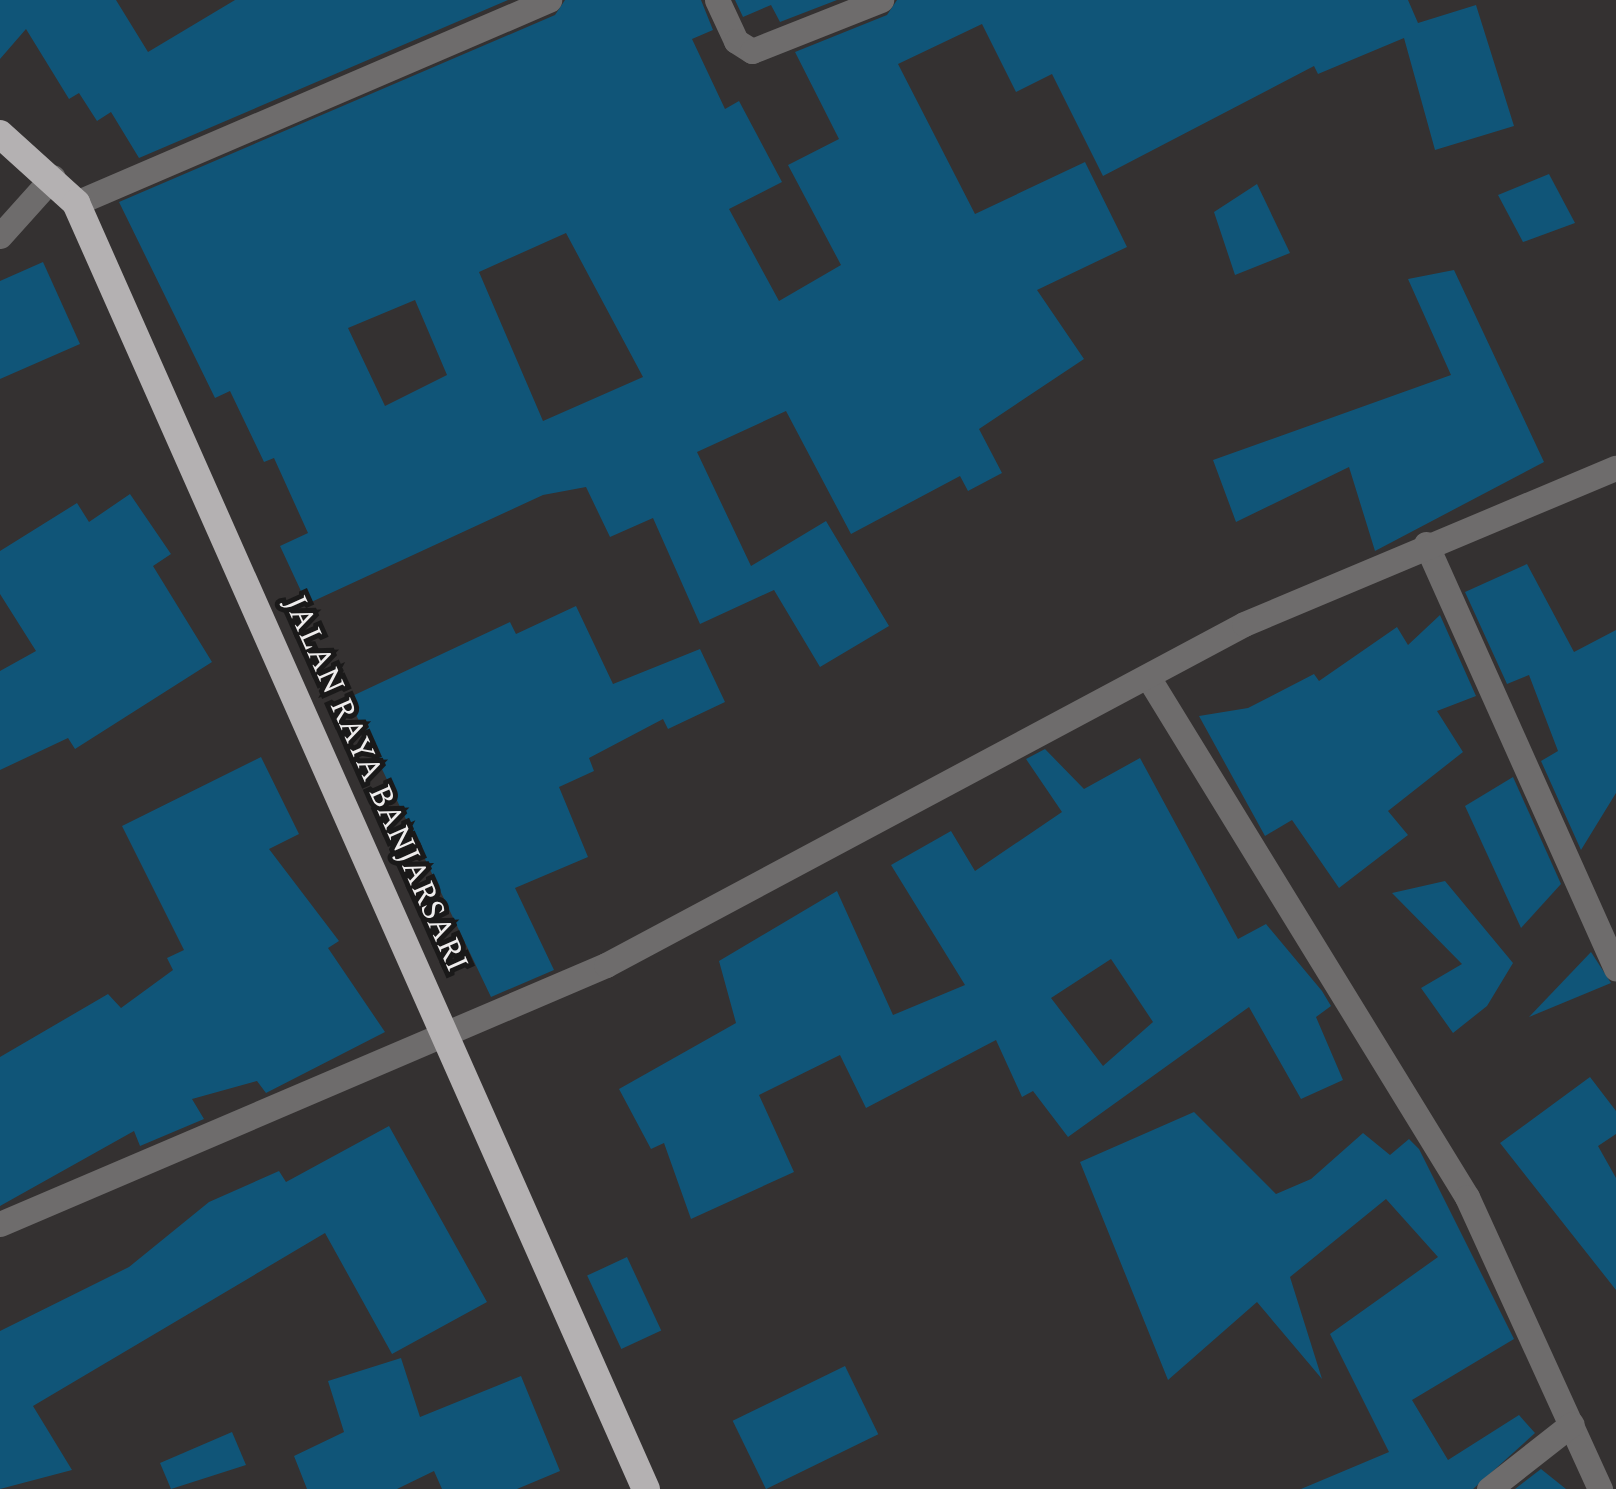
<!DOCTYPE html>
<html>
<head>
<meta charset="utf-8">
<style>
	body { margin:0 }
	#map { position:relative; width:1616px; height:1489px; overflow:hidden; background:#343131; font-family:Spectral,serif }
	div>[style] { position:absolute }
	.building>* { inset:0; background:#105578; transform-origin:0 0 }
	.minor>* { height:25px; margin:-12.5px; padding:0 12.5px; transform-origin:12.5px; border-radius:12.5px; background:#6e6c6c }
	.trunk>* { height:28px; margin:-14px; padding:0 14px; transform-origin:14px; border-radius:14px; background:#b4b1b2 }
	span { translate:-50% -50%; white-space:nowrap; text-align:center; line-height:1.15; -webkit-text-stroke:10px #1a1919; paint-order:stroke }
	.street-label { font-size:32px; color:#efeded }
</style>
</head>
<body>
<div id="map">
	<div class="building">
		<i style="clip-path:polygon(0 0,116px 0,148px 52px,235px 0,508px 0,139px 158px,111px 112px,97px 121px,79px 93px,69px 99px,26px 29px,0 59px)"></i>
		<i style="clip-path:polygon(evenodd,565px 0,701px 0,713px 30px,692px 39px,725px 109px,739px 101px,782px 182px,729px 209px,779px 301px,841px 265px,788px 165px,839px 139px,795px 52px,887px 15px,897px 0,1408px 0,1418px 23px,1476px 5px,1514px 126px,1435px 150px,1404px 38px,1318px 74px,1314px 66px,1103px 176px,1052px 74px,1016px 92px,982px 24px,898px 64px,975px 214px,1085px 162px,1127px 247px,1037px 290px,1084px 359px,979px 429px,1002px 473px,968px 491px,960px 476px,851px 534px,786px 411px,697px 452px,751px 566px,826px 521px,889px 626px,820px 667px,774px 590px,700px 624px,653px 518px,610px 537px,586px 487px,543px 495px,307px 604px,280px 546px,308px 533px,274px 458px,264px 462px,230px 391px,215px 398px,119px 202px,555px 15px,565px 0,566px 233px,643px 377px,543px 421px,479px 272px,566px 233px,565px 0,415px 300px,447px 375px,385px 406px,348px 328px,415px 300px)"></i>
		<i style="clip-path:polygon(735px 0,837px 0,780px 22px,771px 5px,743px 17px)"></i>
		<i style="clip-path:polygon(1549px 174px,1575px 223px,1523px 242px,1498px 195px)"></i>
		<i style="clip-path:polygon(1257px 184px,1290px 253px,1235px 275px,1214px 212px)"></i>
		<i style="clip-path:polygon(43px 262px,80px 344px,0 379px,0 281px)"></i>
		<i style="clip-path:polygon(1454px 270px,1544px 462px,1375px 551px,1349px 467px,1236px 522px,1213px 460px,1451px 375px,1408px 279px)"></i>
		<i style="clip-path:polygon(130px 494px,171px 554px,153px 566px,212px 662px,75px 749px,68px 738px,0 770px,0 671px,36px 651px,0 594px,0 551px,77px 503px,89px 522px)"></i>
		<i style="clip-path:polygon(1527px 564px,1574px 652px,1616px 630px,1616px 793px,1581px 850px,1541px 761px,1558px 751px,1529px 675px,1507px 684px,1465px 592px)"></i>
		<i style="clip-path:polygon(576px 606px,613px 684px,700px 649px,725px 702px,668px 729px,663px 719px,589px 758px,594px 771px,559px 787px,588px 857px,515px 888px,554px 970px,491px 997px,348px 698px,510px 622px,516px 634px)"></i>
		<i style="clip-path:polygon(1440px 615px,1476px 696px,1437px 711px,1463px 752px,1388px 811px,1408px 835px,1339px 888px,1292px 820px,1265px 836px,1199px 716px,1248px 708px,1314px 674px,1319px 681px,1397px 627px,1408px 645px)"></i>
		<i style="clip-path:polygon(evenodd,1045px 749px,1084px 789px,1140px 758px,1238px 939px,1266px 924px,1322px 991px,1331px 1006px,1316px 1017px,1343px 1080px,1301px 1099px,1249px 1007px,1068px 1137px,1033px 1091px,1022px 1097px,996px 1040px,866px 1108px,840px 1055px,759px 1095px,794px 1172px,691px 1219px,664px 1143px,651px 1149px,619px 1089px,736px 1023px,719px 961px,837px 891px,893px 1015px,965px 985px,891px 865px,951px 831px,975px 871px,1062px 812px,1026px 759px,1045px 749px,1111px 959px,1153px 1022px,1103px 1066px,1051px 998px,1111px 959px)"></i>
		<i style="clip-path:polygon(261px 757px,299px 834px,269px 849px,339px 941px,328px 948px,385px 1032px,266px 1093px,257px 1081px,192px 1099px,204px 1119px,140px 1146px,134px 1131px,0 1206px,0 1057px,108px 994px,121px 1008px,173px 970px,167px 958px,184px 950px,122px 826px)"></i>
		<i style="clip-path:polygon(1513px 777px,1561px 884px,1521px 928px,1465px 806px)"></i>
		<i style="clip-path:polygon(1445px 881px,1513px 963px,1487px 1006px,1453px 1033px,1421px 988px,1462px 964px,1392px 893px)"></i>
		<i style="clip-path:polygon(1591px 952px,1611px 983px,1529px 1017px)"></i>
		<i style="clip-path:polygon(1590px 1077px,1616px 1111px,1616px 1134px,1598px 1146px,1616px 1178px,1616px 1290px,1500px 1143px)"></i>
		<i style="clip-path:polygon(1194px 1112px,1276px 1194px,1311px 1179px,1363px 1133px,1390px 1155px,1409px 1139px,1419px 1149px,1514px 1339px,1412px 1400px,1448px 1460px,1519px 1415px,1535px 1433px,1473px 1489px,1301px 1489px,1389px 1452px,1330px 1334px,1438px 1257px,1386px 1199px,1290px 1277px,1322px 1379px,1257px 1302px,1168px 1380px,1080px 1162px)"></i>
		<i style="clip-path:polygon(389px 1126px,487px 1302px,392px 1354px,325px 1233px,33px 1406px,72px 1470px,0 1489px,0 1331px,129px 1267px,209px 1202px,279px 1171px,286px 1182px)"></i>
		<i style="left:627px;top:1257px;width:81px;height:44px;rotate:65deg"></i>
		<i style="clip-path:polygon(401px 1358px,420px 1417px,521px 1376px,560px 1471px,517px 1489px,442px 1489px,434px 1471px,397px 1489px,307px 1489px,294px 1456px,344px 1432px,328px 1381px)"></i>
		<i style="left:845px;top:1366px;width:76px;height:125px;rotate:64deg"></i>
		<i style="clip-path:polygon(232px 1432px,246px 1465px,171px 1489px,160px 1463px)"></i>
		<i style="clip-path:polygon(1541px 1469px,1566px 1489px,1515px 1489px)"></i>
	</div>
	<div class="minor">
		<i style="left:717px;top:0;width:45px;rotate:65.1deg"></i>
		<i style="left:736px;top:41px;width:19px;rotate:32deg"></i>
		<i style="left:752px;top:51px;width:139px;rotate:-21.6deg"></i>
		<i style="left:76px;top:203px;width:515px;rotate:-23.23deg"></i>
		<i style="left:0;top:236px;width:79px;rotate:-48.1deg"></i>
		<i style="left:1426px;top:544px;width:465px;rotate:65.9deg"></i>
		<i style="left:1148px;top:677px;width:610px;rotate:58.47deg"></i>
		<i style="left:1467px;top:1197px;width:321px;rotate:65.5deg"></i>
		<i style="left:0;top:1224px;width:659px;rotate:-23.14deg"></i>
		<i style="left:606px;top:965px;width:723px;rotate:-28.12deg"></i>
		<i style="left:1244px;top:624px;width:403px;rotate:-22.8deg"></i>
		<i style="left:1489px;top:1489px;width:105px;rotate:-38.1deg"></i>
	</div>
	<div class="trunk">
		<i style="left:0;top:134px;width:103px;rotate:42.2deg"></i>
		<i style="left:76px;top:203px;width:1407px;rotate:66.1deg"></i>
	</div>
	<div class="street-label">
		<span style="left:375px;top:784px;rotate:66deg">JALAN RAYA BANJARSARI</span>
	</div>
</div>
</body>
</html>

——————

Exercise -
What is needed is a word-for-word copy of the lines from the start of the data to the line with "position:relative; width:1616px; height:1489px;", inclusive, with no pictures in it.

Exercise solution -
<!DOCTYPE html>
<html>
<head>
<meta charset="utf-8">
<style>
	body { margin:0 }
	#map { position:relative; width:1616px; height:1489px; overflow:hidden; background:#343131; font-family:Spectral,serif }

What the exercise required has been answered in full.